2 Einführung: CASSY und CAMA

Sowohl bei zivilen als auch bei militärischen Missionen ist das oberste Gebot die Durchführung der Flugmission ohne Verlust von Mensch und Gerät. Es kommt allerdings immer wieder vor, daß in den unterschiedlichsten Missionsabschnitten Verluste zu beklagen sind.
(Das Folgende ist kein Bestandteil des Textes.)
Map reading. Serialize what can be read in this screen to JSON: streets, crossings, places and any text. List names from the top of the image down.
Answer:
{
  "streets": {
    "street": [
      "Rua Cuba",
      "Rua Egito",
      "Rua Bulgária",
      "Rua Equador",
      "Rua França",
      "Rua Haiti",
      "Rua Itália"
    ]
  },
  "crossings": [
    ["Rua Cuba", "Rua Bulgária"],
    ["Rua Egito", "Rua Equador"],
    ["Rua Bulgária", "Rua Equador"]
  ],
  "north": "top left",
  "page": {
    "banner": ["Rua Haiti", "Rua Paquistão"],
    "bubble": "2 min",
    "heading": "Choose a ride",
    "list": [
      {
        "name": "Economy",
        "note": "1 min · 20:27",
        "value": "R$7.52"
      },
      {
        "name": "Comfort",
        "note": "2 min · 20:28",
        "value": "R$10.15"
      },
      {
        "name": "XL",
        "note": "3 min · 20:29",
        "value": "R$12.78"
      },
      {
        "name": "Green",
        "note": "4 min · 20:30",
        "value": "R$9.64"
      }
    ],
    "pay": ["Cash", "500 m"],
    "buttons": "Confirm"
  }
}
Unfalluntersuchungen belegen eindeutig, daß der Mensch, d.h. die Cockpitbesatzung, in ca. 75 % aller Unfälle der wesentlich verursachende Faktor ist (siehe Ref. /2/). Der Hauptgrund dafür ist in den meisten Fällen Überforderung. Dies führte dazu, das viele Aufgaben und Arbeitsvorgänge im Cockpit automatisiert wurden. Hierbei wurde das Hauptaugenmerk auf diejenigen Arbeitsvorgänge gelegt, bei denen der Mensch natürliche Schwächen zeigte. (z.B.: Vigilanz, Stress, etc.)

Die Automatisierung im Cockpit basierte bisher weitgehend auf dem Prinzip der Funktionsteilung zwischen Mensch und Maschine. Diese Funktionsteilung sieht vor, daß die Ausführung einzelner Cockpit-Funktionen entweder nur von der Maschine oder nur von dem Menschen vorgenommen werden konnten. Hierbei kam es oft zu Problemsituationen, da das Teilsystem Mensch (also der Pilot) die Entscheidungen bzw. die Arbeitsabläufe des Teilsystems Maschine nicht nachvollziehen konnte. So wurden die Piloten im Rahmen des bisherigen Automatisierungskonzeptes mit Fragen wie z.B.

„Was macht die Maschine?“

„Warum macht sie das?“

„Was wird sie als nächstes machen?“

„Wie bin ich da jetzt hingekommen?“

häufig vom Automaten alleingelassen. Ein weiteres Problem bestand darin, daß die maschinelle Unterstützung weitgehend situationsunabhängig war und somit der Pilot in Situationen, in denen die Belastung extrem hoch war, nicht weiter entlastet wurde bzw. in Situationen, in denen eine Unterforderung der Cockpitbesatzung auftrat, keine Aufgaben zusätzlich an die Piloten abgegeben wurden.

Es mußte also ein System entwickelt werden, das selbständig sowohl die aktuelle Flugsituation als auch die Situation der Besatzung überwacht, erkennt und in geeignetem Umfang auf die vorhandenen Umstände reagiert. So sollte dieses System im Rahmen der Flugsicherheit Überforderungen der Cockpitbesatzung vermeiden, indem es den Grad der Anforderungen an die Besatzung und deren Arbeitsbelastung bei allen Situationen und den entsprechenden Aufgaben auf normalem Niveau hält.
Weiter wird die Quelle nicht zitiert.